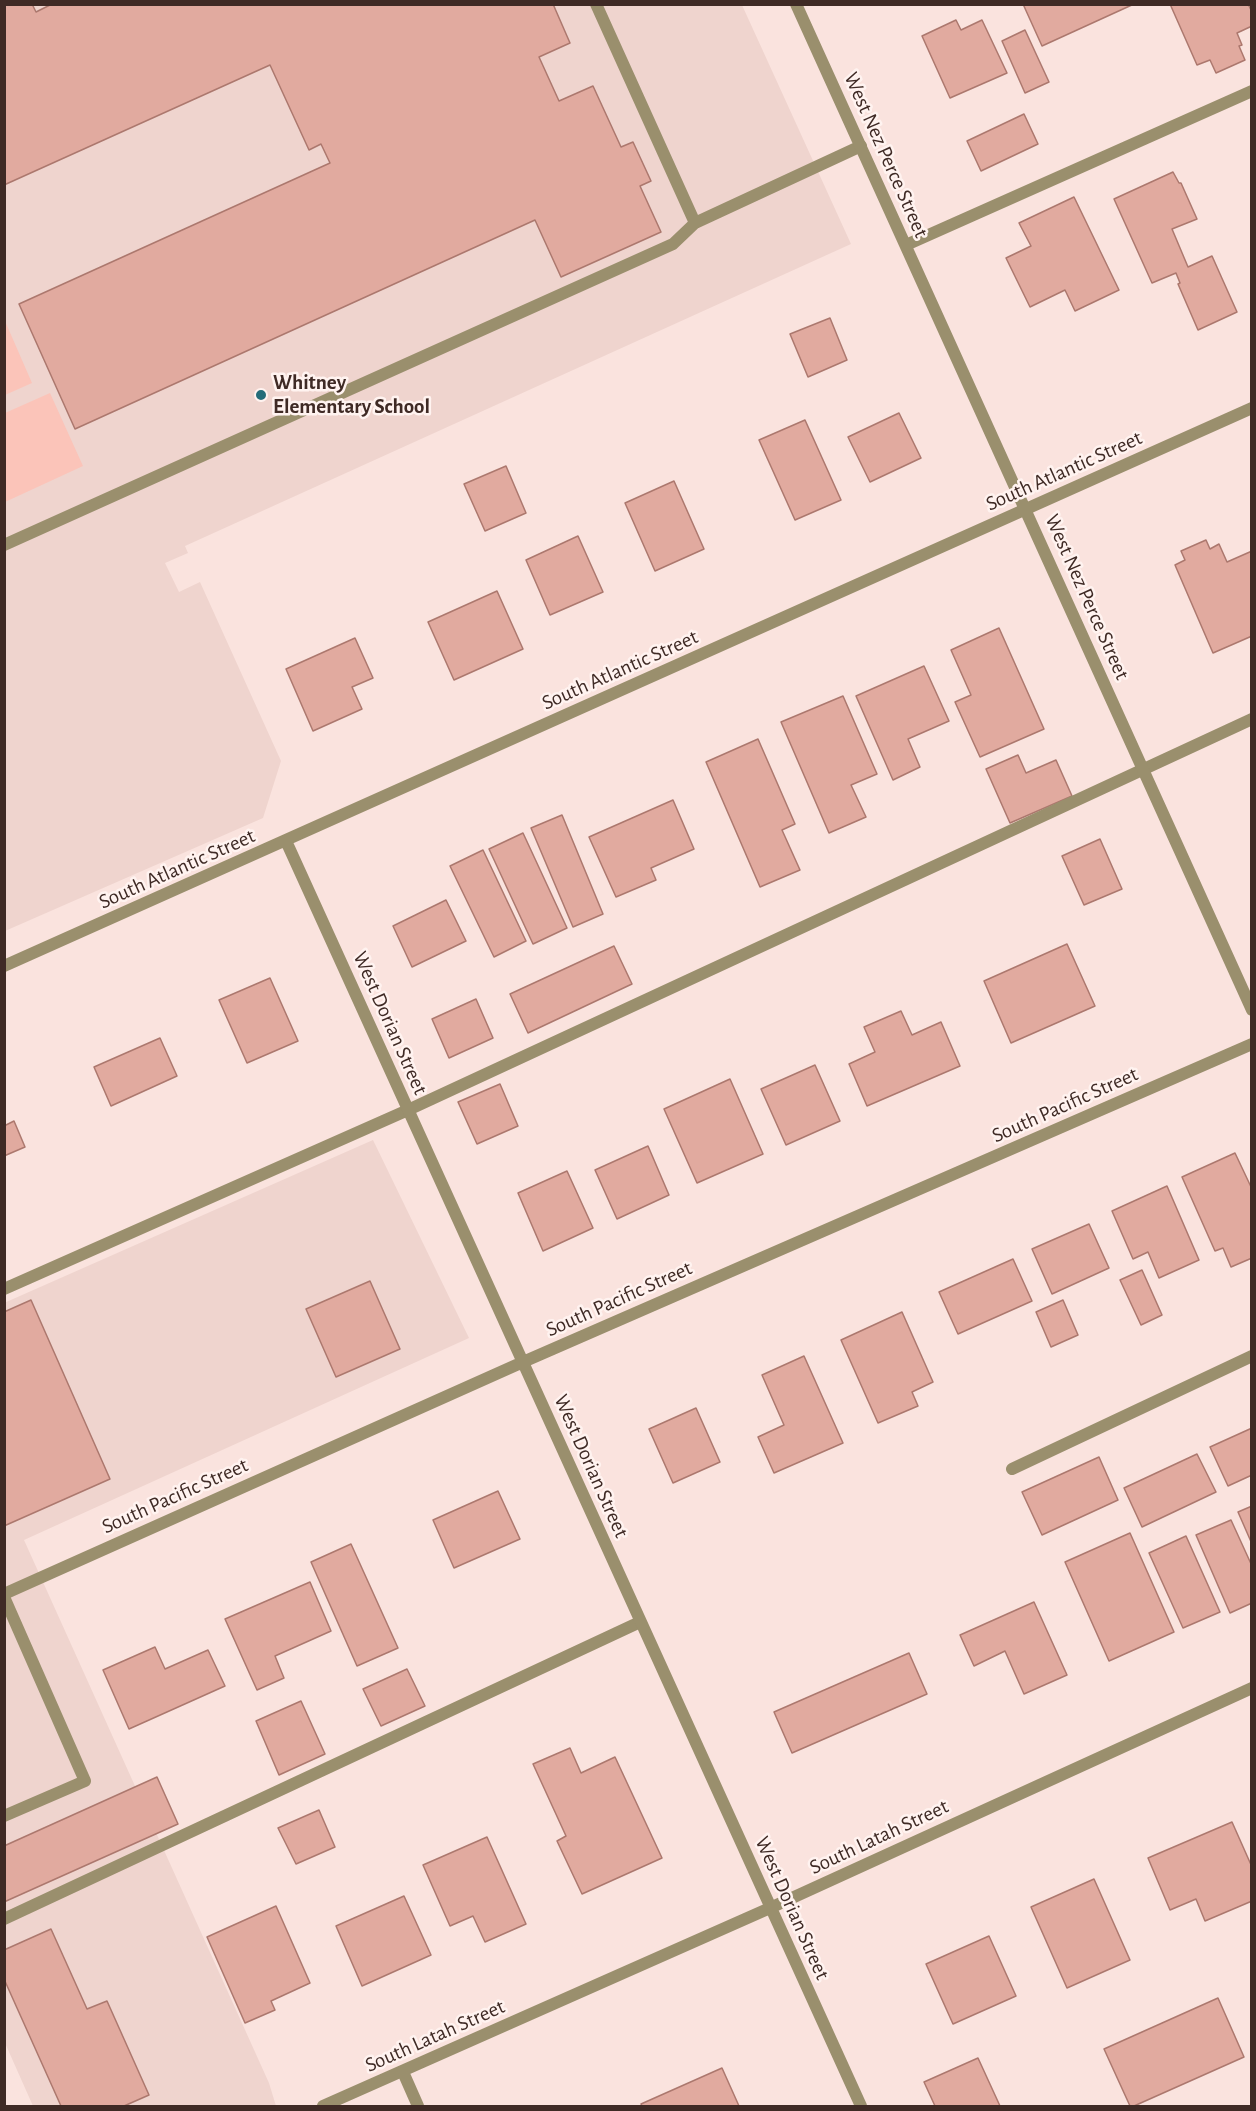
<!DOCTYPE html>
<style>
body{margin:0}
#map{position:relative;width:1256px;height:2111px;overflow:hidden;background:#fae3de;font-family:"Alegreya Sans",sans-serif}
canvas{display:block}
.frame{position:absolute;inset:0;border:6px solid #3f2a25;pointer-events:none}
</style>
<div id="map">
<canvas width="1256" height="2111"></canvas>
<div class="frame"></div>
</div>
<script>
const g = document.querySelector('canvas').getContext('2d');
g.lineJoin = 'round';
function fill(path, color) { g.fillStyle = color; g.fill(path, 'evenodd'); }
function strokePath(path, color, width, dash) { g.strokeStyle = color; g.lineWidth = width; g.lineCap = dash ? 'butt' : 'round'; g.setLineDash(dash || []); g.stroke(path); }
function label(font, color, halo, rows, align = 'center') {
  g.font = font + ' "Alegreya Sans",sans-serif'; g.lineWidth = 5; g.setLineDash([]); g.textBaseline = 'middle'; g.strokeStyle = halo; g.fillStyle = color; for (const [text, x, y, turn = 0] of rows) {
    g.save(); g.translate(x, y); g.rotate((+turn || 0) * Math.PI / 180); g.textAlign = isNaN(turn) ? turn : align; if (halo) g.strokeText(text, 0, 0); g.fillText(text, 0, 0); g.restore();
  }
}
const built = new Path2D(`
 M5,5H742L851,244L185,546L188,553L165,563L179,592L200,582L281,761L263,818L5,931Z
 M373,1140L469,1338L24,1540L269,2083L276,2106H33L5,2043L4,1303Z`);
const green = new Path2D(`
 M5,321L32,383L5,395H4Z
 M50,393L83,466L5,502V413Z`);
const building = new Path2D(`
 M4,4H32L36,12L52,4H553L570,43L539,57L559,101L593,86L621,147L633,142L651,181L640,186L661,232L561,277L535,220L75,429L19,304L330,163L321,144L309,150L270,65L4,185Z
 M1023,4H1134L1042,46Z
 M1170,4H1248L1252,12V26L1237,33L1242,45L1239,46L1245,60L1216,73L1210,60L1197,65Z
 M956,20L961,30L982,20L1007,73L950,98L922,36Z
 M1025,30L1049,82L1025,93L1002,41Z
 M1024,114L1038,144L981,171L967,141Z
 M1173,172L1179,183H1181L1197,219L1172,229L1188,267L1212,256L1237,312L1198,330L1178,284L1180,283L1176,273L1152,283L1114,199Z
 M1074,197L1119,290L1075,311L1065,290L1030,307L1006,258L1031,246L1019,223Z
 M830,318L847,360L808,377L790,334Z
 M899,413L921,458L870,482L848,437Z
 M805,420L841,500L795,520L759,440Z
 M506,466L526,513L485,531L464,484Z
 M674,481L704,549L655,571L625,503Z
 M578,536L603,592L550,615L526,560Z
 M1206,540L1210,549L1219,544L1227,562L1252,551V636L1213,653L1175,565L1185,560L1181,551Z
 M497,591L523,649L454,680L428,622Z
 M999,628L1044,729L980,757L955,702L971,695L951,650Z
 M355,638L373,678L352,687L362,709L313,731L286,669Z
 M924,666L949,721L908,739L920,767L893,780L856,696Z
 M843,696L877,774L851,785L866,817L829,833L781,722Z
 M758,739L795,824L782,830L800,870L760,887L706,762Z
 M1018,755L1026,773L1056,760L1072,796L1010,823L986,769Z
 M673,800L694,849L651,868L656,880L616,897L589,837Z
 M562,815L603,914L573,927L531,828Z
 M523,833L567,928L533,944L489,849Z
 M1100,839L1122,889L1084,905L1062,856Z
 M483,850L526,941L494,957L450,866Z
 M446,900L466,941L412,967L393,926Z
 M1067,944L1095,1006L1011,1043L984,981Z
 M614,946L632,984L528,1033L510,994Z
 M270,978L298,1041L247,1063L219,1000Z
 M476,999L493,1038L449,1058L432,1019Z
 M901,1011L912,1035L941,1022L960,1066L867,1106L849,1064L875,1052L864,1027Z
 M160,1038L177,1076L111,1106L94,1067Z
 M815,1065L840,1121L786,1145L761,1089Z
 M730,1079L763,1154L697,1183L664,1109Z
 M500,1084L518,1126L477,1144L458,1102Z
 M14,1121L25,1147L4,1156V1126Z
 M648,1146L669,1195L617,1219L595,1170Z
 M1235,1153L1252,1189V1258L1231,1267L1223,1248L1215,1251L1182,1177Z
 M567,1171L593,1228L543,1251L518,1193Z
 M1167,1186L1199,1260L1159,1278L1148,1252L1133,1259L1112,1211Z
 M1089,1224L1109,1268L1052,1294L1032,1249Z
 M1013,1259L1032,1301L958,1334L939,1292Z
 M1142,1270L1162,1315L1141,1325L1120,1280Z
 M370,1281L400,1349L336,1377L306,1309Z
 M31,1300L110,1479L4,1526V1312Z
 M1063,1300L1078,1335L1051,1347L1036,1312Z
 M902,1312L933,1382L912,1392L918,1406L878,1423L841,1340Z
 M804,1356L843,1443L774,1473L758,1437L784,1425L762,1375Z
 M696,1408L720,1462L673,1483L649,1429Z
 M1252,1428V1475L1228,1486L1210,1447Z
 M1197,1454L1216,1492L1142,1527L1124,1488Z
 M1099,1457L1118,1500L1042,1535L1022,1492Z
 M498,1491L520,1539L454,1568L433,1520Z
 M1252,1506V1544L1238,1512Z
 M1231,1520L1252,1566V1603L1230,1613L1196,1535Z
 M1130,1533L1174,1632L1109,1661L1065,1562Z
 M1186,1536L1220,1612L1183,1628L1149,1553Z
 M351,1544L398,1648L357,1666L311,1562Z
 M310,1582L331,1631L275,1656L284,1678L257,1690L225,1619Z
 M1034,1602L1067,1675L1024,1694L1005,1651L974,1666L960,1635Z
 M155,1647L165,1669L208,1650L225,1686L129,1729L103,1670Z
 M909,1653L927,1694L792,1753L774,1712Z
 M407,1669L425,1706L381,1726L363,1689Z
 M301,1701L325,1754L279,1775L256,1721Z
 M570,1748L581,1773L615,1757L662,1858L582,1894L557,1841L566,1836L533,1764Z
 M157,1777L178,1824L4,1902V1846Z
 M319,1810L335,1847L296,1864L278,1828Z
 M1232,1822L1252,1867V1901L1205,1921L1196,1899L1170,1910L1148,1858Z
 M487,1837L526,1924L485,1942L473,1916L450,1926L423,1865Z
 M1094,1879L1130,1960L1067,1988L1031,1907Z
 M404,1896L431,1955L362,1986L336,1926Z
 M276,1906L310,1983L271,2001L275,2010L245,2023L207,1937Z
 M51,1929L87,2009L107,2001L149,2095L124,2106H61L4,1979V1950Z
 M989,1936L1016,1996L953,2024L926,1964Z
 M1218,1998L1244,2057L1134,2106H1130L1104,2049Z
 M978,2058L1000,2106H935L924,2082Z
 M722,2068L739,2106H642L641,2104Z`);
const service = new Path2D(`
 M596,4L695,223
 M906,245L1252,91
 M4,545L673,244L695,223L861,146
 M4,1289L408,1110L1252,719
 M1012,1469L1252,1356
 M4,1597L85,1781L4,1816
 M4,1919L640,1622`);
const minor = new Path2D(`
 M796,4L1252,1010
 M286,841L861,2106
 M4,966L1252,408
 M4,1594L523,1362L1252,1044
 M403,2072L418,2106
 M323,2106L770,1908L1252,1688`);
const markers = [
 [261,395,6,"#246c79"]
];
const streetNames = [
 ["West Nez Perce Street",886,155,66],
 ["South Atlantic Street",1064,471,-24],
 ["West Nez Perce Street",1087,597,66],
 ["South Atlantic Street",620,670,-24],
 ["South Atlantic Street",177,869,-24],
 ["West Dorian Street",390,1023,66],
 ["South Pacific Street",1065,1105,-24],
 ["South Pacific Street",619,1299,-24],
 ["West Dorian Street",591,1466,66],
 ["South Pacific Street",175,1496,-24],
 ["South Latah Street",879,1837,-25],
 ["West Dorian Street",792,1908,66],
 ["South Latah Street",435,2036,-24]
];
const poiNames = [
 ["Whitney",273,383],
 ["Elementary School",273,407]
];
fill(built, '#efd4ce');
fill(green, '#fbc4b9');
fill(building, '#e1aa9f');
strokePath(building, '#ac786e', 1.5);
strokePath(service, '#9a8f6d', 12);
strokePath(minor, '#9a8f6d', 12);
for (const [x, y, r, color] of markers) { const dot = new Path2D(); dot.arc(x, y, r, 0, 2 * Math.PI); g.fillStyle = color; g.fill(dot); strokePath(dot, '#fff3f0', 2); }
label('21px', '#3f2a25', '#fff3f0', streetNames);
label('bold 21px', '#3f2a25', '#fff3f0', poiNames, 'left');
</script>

==

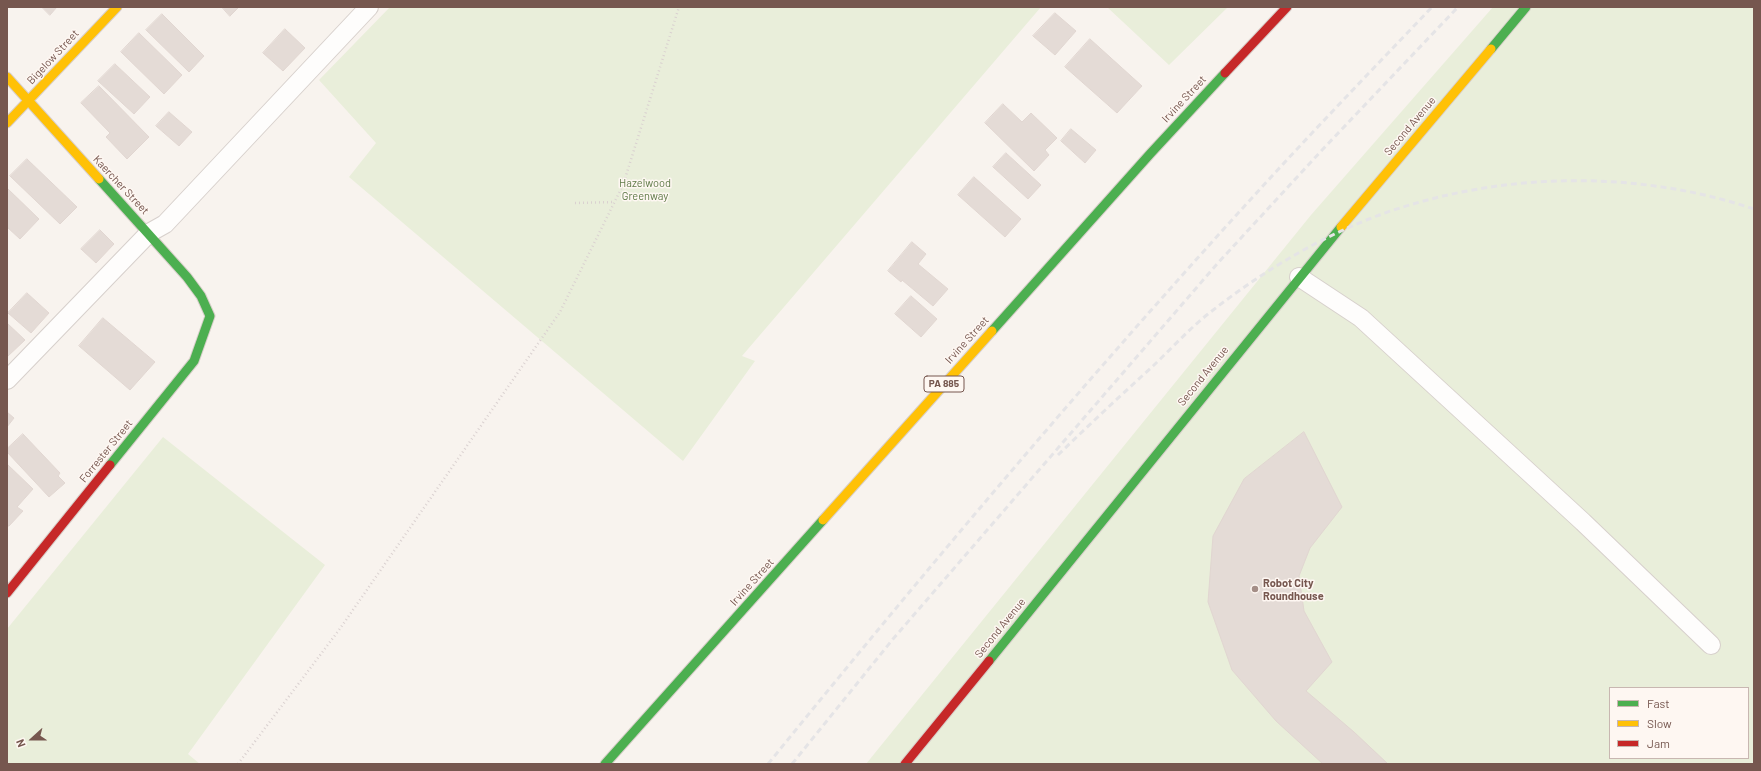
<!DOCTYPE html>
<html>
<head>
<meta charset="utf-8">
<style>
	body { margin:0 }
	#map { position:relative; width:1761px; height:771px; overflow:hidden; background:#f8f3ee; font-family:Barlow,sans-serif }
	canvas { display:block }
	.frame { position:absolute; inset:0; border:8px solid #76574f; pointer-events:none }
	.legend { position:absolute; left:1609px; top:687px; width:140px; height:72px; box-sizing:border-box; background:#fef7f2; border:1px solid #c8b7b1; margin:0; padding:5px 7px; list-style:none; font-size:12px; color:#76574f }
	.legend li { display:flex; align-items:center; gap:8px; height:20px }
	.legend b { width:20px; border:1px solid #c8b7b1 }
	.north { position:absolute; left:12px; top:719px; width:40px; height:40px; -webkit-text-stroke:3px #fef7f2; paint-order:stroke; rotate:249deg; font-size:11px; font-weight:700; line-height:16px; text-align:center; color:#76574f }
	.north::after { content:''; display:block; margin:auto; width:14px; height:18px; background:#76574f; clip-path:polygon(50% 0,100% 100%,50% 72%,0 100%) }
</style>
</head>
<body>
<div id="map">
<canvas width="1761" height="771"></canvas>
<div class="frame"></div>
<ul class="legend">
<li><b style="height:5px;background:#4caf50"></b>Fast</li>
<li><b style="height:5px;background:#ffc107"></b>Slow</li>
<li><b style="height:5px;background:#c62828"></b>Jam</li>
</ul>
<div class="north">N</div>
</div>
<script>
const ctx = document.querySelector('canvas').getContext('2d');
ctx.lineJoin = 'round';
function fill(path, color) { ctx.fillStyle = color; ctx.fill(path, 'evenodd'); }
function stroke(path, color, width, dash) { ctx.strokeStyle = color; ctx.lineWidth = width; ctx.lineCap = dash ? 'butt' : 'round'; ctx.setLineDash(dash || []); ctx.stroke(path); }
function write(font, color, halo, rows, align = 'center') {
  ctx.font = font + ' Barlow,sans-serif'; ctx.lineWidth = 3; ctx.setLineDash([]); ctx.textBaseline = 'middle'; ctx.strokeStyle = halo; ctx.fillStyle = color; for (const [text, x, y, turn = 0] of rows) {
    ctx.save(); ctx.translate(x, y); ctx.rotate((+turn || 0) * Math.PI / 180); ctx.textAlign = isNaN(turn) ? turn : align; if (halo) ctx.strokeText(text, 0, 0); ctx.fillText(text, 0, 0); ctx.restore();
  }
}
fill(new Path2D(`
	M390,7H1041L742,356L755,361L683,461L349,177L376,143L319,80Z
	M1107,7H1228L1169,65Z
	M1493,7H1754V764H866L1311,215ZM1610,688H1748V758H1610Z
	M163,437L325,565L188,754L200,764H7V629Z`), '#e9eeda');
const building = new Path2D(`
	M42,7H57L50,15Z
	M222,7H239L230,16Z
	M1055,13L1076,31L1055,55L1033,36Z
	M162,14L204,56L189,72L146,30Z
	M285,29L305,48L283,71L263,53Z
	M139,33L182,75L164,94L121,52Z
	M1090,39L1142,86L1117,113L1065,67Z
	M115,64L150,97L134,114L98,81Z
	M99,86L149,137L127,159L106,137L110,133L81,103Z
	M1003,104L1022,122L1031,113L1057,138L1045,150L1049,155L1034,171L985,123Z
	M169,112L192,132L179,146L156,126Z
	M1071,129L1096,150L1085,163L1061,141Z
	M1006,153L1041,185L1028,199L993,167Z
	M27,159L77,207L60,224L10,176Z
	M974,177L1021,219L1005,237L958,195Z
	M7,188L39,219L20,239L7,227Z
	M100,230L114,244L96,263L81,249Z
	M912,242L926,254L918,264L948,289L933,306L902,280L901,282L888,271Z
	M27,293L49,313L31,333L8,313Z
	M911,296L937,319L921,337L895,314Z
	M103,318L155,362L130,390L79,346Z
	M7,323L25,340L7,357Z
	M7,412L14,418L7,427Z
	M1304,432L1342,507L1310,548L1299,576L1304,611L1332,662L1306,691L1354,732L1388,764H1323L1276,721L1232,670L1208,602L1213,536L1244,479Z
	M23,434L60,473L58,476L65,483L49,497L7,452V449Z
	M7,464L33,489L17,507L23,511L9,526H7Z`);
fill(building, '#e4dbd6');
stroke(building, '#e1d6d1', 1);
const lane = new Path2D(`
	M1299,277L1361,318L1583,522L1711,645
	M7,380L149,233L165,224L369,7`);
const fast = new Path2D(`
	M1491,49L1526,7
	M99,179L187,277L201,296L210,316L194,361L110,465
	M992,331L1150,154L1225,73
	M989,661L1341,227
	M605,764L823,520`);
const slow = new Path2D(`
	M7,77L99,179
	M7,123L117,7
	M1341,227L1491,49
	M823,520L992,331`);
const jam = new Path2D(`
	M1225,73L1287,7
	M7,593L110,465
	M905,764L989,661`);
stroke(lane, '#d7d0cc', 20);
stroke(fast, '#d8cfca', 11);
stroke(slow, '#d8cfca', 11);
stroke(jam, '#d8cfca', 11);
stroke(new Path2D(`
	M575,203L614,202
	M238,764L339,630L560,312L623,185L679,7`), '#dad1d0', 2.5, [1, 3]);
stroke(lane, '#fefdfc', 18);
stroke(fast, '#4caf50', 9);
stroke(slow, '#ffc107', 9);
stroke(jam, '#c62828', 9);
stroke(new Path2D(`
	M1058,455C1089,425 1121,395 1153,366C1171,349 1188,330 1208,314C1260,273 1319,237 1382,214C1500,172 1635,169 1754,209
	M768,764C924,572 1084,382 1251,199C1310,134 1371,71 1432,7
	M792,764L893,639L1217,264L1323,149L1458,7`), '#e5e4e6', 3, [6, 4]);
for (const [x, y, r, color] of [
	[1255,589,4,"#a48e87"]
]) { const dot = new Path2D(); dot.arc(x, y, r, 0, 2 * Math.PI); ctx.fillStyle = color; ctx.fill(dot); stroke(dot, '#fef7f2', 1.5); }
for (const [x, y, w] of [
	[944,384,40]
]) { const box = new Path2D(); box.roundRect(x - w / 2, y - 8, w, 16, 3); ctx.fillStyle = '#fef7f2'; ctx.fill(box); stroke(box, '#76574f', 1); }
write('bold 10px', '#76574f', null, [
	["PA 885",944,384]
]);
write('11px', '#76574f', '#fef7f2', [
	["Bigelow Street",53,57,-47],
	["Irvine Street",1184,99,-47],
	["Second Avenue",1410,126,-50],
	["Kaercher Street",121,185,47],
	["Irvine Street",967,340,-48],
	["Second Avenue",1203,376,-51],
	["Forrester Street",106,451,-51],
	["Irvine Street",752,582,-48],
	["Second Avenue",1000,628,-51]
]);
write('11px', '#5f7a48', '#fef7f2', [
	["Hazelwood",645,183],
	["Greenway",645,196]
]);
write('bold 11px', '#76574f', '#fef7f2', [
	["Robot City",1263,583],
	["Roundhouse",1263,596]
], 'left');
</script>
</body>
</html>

#### [Prompt]
What lines in the material above contain the word "fillText"? Copy them out.

#### [Response box]
    g.save(); g.translate(x, y); g.rotate((+turn || 0) * Math.PI / 180); g.textAlign = isNaN(turn) ? turn : align; if (halo) g.strokeText(text, 0, 0); g.fillText(text, 0, 0); g.restore();
    ctx.save(); ctx.translate(x, y); ctx.rotate((+turn || 0) * Math.PI / 180); ctx.textAlign = isNaN(turn) ? turn : align; if (halo) ctx.strokeText(text, 0, 0); ctx.fillText(text, 0, 0); ctx.restore();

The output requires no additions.